[Available data — start]
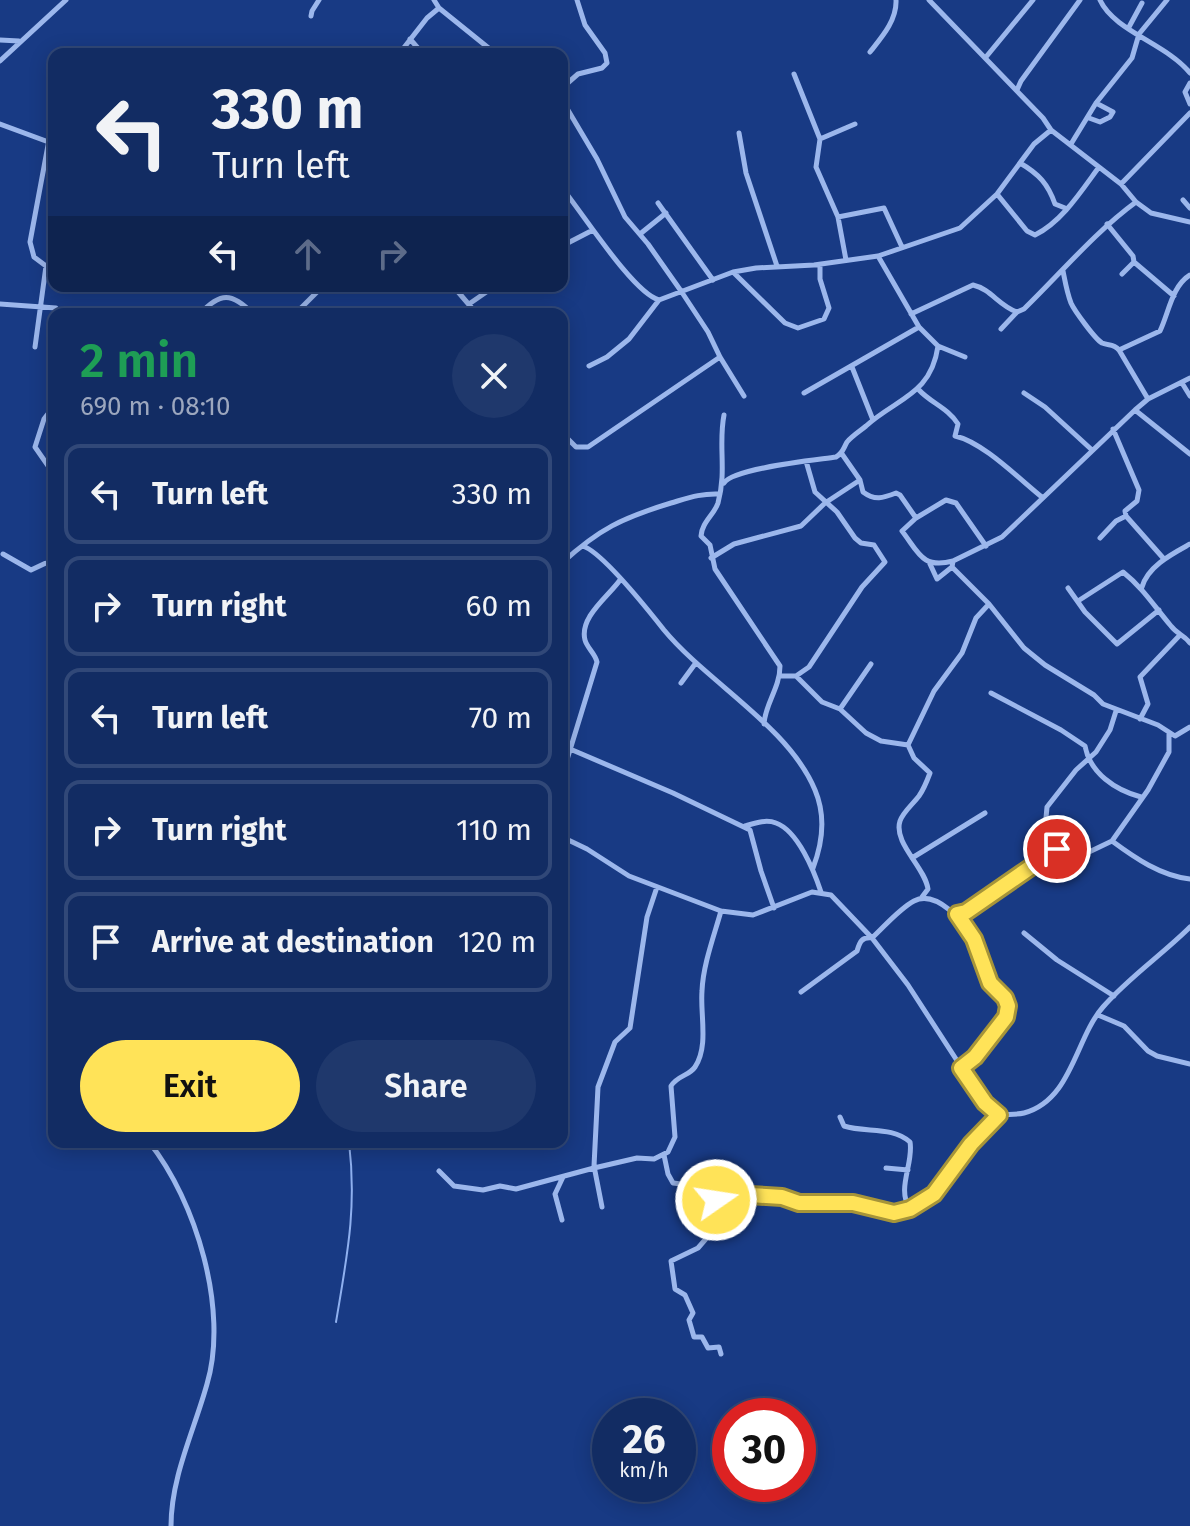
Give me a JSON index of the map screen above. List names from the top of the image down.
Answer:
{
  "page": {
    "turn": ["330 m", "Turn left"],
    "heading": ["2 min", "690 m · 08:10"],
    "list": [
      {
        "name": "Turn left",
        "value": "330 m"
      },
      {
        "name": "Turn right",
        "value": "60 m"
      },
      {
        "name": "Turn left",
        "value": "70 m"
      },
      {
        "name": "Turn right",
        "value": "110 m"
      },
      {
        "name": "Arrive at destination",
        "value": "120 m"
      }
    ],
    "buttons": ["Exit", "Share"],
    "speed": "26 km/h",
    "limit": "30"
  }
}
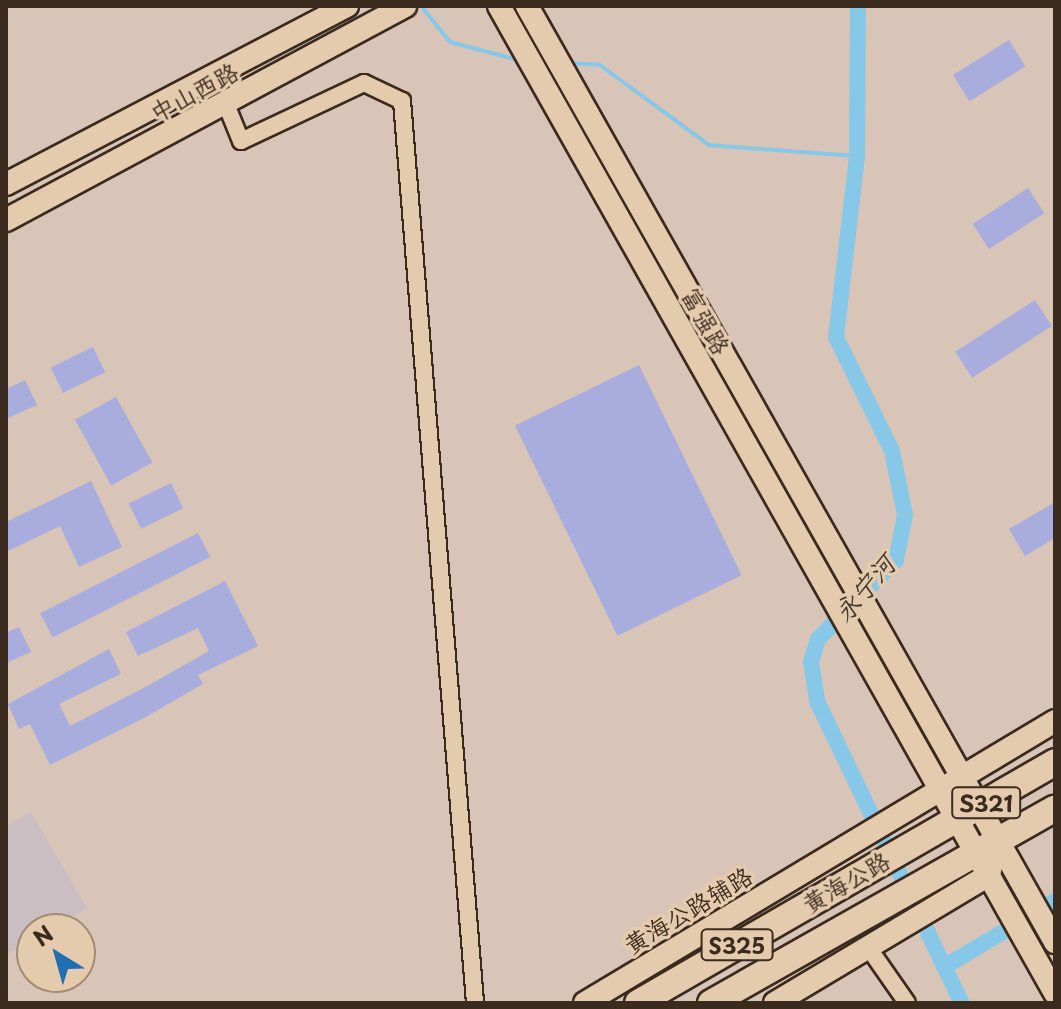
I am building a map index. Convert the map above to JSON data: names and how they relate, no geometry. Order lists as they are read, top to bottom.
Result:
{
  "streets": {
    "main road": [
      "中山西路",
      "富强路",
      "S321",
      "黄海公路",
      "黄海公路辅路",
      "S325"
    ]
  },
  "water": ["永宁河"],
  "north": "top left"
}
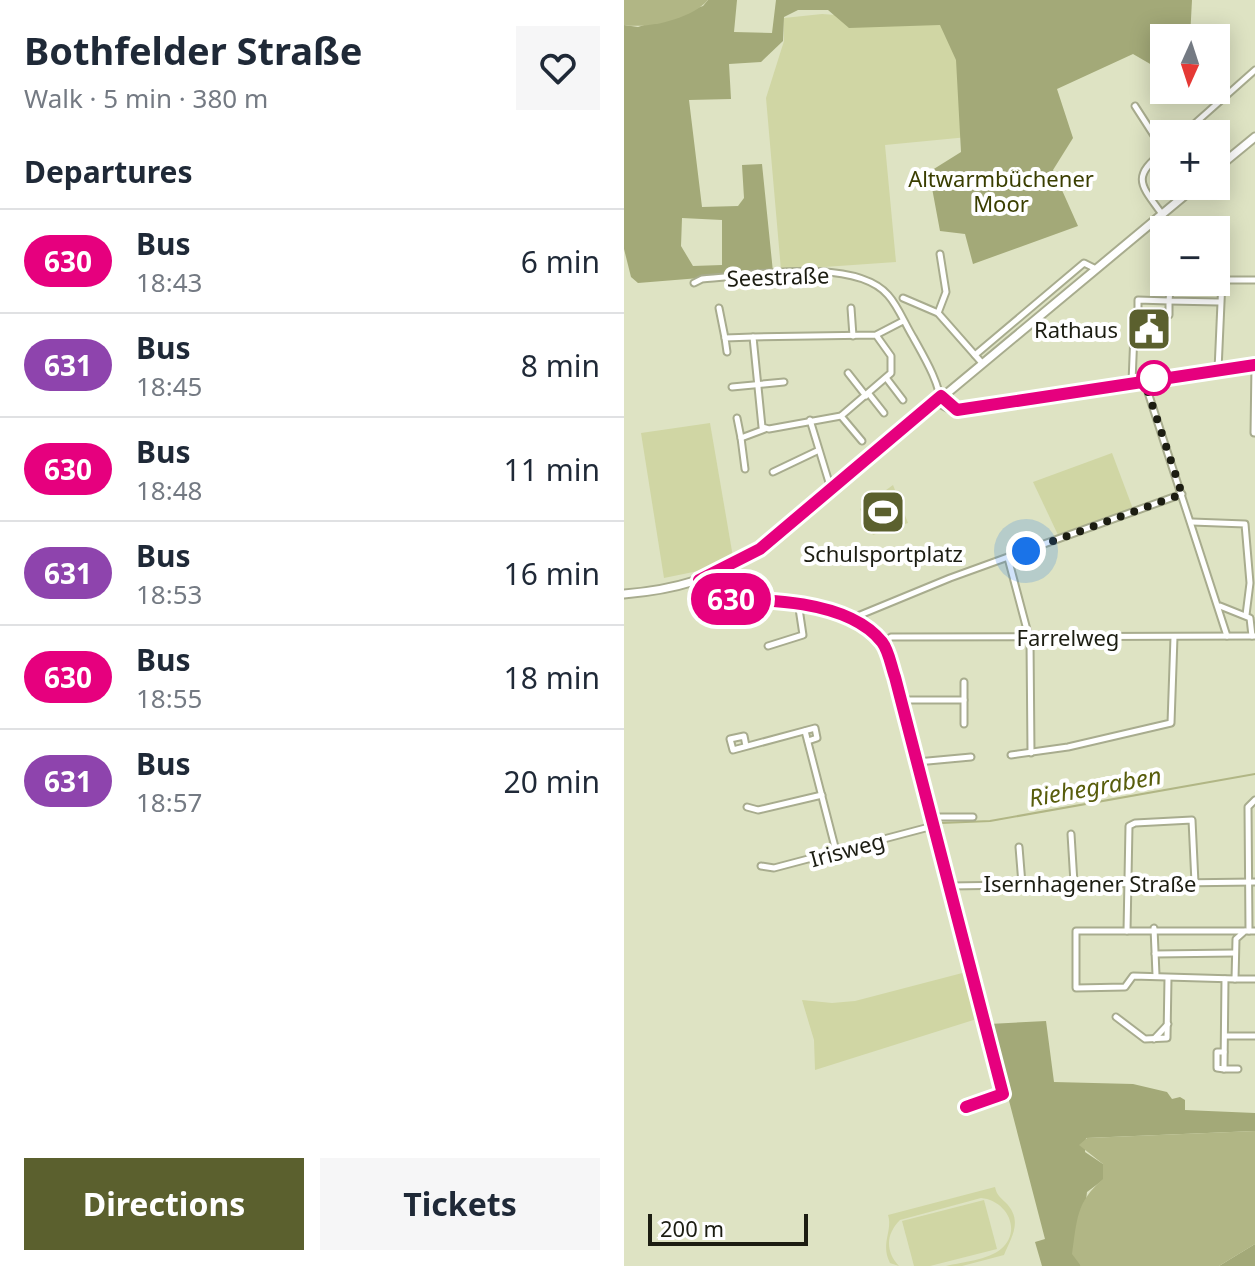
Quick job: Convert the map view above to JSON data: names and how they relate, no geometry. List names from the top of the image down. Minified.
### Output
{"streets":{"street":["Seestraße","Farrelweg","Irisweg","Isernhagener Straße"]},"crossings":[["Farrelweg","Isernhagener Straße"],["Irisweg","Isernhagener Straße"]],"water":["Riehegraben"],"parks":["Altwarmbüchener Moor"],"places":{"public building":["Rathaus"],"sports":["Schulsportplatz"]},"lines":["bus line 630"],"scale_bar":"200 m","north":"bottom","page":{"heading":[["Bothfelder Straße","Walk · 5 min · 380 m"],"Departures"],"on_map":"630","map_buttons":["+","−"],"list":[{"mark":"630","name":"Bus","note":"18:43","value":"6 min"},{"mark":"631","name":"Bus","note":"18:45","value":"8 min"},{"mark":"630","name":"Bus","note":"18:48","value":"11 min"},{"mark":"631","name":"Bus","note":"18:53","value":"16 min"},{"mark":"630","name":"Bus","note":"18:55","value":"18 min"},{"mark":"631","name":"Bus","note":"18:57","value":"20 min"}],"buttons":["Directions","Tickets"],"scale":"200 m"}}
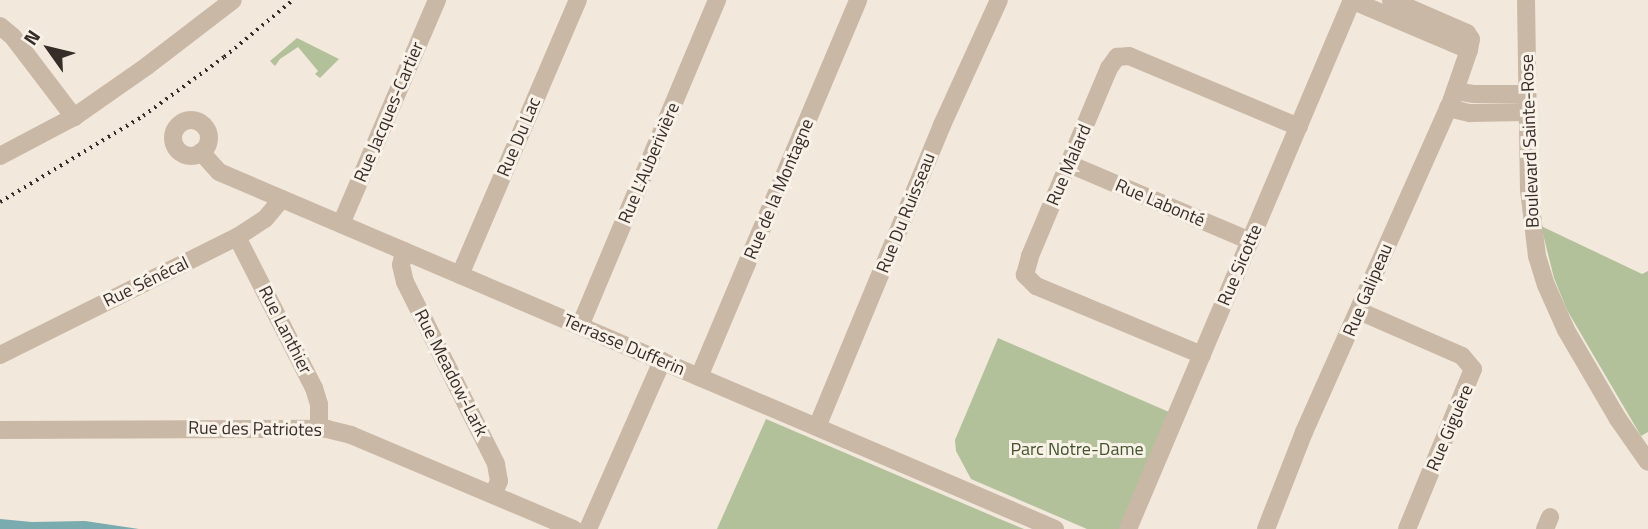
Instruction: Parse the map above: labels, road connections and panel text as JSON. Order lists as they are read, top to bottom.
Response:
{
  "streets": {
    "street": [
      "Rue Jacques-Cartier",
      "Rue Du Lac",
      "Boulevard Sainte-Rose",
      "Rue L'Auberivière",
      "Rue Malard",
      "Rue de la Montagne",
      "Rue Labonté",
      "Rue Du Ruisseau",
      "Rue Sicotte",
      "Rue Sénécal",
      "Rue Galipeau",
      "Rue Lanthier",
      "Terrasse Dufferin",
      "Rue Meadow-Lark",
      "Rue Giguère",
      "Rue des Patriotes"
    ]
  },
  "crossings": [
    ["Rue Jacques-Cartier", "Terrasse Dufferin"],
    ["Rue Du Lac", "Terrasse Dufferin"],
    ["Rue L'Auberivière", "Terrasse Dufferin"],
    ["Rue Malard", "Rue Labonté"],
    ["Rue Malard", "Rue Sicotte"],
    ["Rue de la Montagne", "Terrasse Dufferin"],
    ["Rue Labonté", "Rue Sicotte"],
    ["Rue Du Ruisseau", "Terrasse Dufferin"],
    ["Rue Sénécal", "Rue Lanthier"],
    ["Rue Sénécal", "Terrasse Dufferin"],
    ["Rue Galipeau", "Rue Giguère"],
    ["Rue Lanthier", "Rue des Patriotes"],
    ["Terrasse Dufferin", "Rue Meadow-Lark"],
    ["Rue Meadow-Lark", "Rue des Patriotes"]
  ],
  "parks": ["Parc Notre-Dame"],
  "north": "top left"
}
[Available data — finish]
Repeat the data exactly in full, omitting its pictures.

Give me a JSON index of the map screen above. List names from the top of the image down.
Answer:
{
  "page": {
    "turn": ["330 m", "Turn left"],
    "heading": ["2 min", "690 m · 08:10"],
    "list": [
      {
        "name": "Turn left",
        "value": "330 m"
      },
      {
        "name": "Turn right",
        "value": "60 m"
      },
      {
        "name": "Turn left",
        "value": "70 m"
      },
      {
        "name": "Turn right",
        "value": "110 m"
      },
      {
        "name": "Arrive at destination",
        "value": "120 m"
      }
    ],
    "buttons": ["Exit", "Share"],
    "speed": "26 km/h",
    "limit": "30"
  }
}
I am building a map index. Convert the map above to JSON data: names and how they relate, no geometry. Order lists as they are read, top to bottom.
Result:
{
  "streets": {
    "main road": [
      "中山西路",
      "富强路",
      "S321",
      "黄海公路",
      "黄海公路辅路",
      "S325"
    ]
  },
  "water": ["永宁河"],
  "north": "top left"
}
Quick job: Convert the map view above to JSON data: names and how they relate, no geometry. List names from the top of the image down. Minified.
### Output
{"streets":{"street":["Seestraße","Farrelweg","Irisweg","Isernhagener Straße"]},"crossings":[["Farrelweg","Isernhagener Straße"],["Irisweg","Isernhagener Straße"]],"water":["Riehegraben"],"parks":["Altwarmbüchener Moor"],"places":{"public building":["Rathaus"],"sports":["Schulsportplatz"]},"lines":["bus line 630"],"scale_bar":"200 m","north":"bottom","page":{"heading":[["Bothfelder Straße","Walk · 5 min · 380 m"],"Departures"],"on_map":"630","map_buttons":["+","−"],"list":[{"mark":"630","name":"Bus","note":"18:43","value":"6 min"},{"mark":"631","name":"Bus","note":"18:45","value":"8 min"},{"mark":"630","name":"Bus","note":"18:48","value":"11 min"},{"mark":"631","name":"Bus","note":"18:53","value":"16 min"},{"mark":"630","name":"Bus","note":"18:55","value":"18 min"},{"mark":"631","name":"Bus","note":"18:57","value":"20 min"}],"buttons":["Directions","Tickets"],"scale":"200 m"}}
Instruction: Parse the map above: labels, road connections and panel text as JSON. Order lists as they are read, top to bottom.
Response:
{
  "streets": {
    "street": [
      "Rue Jacques-Cartier",
      "Rue Du Lac",
      "Boulevard Sainte-Rose",
      "Rue L'Auberivière",
      "Rue Malard",
      "Rue de la Montagne",
      "Rue Labonté",
      "Rue Du Ruisseau",
      "Rue Sicotte",
      "Rue Sénécal",
      "Rue Galipeau",
      "Rue Lanthier",
      "Terrasse Dufferin",
      "Rue Meadow-Lark",
      "Rue Giguère",
      "Rue des Patriotes"
    ]
  },
  "crossings": [
    ["Rue Jacques-Cartier", "Terrasse Dufferin"],
    ["Rue Du Lac", "Terrasse Dufferin"],
    ["Rue L'Auberivière", "Terrasse Dufferin"],
    ["Rue Malard", "Rue Labonté"],
    ["Rue Malard", "Rue Sicotte"],
    ["Rue de la Montagne", "Terrasse Dufferin"],
    ["Rue Labonté", "Rue Sicotte"],
    ["Rue Du Ruisseau", "Terrasse Dufferin"],
    ["Rue Sénécal", "Rue Lanthier"],
    ["Rue Sénécal", "Terrasse Dufferin"],
    ["Rue Galipeau", "Rue Giguère"],
    ["Rue Lanthier", "Rue des Patriotes"],
    ["Terrasse Dufferin", "Rue Meadow-Lark"],
    ["Rue Meadow-Lark", "Rue des Patriotes"]
  ],
  "parks": ["Parc Notre-Dame"],
  "north": "top left"
}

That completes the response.